The epididymis is crucial to sperm maturation. Spermatozoa produced from testis acquire their capacity of motility and fertilizing ability during epididymal transit. Multiple studies (including our own here) have reported different genes in the epididymis and facilitated sperm maturation. However, the exact cell composition and gene expression repertoire of each cell population in the epididymis are less characterized. Several research groups including ourselves have tried to elucidate the cell compositions of the epididymis via recently hot technique-single-cell sequencing (scRNA-seq) at a similar time.
While cell atlas has been identified by single-cell sequencing (scRNA-seq) 1,2, this work, as far as we know, represents the first to report the spatiotemporal differences of segmental difference expression genes (DEGs) and mitochondria along the epididymis with sufficient cell number. Here, we have demonstrated a total of eight-cell types by a total of 40,623 cells scRNA-seq. Benefiting from our high-throughput scRNA-seq, we have identified a subpopulation of principal cells with stereocilia at gene expression level that was not described in the other studies (Figure 1).
Figure 1. Overview of single-cell RNA sequencing of mouse epididymis regions and principal cell subpopulations.
Unexpectedly, our results revealed the high content of mitochondria in the corpus and cauda epididymis compared with the caput using scRNA-seq. Although we noticed the high percentage of mitochondrial transcriptions (MTs%) during the analysis, we did not pay a lot of attention to this issue when we first submitted the manuscript. We just thought the phenomorphan was accounted to one of mitochondria-rich apical cells in the caput epididymis. During peer review, two referees questioned our high percentage of MTs% due to the MTs% of corpus epididymis over 20%. In general, a high percentage of MTs (>5%) is considered an indicator of cell stress or cell death 3. To address the referees’ concerns which definitely is a major issue in the analysis of scRNA-seq, we sent more samples to supplement our previous data.
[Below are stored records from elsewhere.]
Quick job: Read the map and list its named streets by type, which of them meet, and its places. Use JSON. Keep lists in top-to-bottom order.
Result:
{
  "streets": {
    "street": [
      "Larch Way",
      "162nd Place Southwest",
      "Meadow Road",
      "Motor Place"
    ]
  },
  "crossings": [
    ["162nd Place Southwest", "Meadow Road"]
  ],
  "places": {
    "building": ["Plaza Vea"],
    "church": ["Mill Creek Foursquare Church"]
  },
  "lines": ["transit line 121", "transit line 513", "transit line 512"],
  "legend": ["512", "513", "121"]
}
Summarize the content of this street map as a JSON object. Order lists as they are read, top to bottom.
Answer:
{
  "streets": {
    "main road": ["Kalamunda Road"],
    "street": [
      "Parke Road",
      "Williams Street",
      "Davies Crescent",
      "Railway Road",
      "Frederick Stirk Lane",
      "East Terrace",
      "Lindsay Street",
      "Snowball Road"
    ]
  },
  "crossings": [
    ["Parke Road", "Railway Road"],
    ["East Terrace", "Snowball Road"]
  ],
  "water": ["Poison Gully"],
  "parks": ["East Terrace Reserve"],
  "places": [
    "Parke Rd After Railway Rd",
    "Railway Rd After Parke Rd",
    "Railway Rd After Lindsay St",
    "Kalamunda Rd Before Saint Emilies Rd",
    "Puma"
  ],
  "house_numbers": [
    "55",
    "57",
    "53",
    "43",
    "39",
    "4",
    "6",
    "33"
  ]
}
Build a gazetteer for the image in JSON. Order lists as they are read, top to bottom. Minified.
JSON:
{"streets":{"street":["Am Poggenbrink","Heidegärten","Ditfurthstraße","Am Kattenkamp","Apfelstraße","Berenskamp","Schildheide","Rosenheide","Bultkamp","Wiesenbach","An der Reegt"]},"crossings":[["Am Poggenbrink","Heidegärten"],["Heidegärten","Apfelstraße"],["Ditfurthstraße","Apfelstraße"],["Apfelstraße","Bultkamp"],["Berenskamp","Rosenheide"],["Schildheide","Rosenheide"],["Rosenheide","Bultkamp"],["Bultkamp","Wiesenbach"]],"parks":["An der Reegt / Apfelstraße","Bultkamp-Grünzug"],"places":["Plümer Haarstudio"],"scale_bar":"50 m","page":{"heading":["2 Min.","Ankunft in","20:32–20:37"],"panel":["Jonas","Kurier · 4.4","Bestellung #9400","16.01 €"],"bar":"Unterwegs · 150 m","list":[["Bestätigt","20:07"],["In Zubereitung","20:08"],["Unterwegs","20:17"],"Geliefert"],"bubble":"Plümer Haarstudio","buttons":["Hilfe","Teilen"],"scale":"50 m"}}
Consistent with our previous results, a similar MT% was observed. Additional experiments including mitochondrial specific staining and qPCR validation revealed a higher number of mitochondria and mitochondrial gene expressions in the corpus and cauda epididymis (Figure 2). These results strongly suggest that the high MT% in our data was NOT due to the low-quality cells but attributed to the high percentage of mitochondria in the corpus and cauda epididymis.
Figure 2. The segmental specific distribution of the mitochondrial in the epididymis.
Taken together, our data provide an indispensable resource, at single-cell resolution, for a comprehensive cell composition of the epididymis and revealed the novel distributed pattern of mitochondria and key genes that could be linked to the sperm functionalities in the first wave and subsequent wave of sperm.
For more details, please find our paper with supplementary data on Cell Discovery (https://www.nature.com/articles/s41421-021-00260-7).
1 Leir, S. H., Yin, S., Kerschner, J. L., Cosme, W. & Harris, A. An atlas of human proximal epididymis reveals cell-specific functions and distinct roles for CFTR. Life Sci Alliance 3, doi:10.26508/lsa.202000744 (2020).
2 Rinaldi, V. D. et al. An atlas of cell types in the mouse epididymis and vas deferens. Elife 9, doi:10.7554/eLife.55474 (2020).
3 Ilicic, T. et al. Classification of low quality cells from single-cell RNA-seq data. Genome Biol 17, 29, doi:10.1186/s13059-016-0888-1 (2016).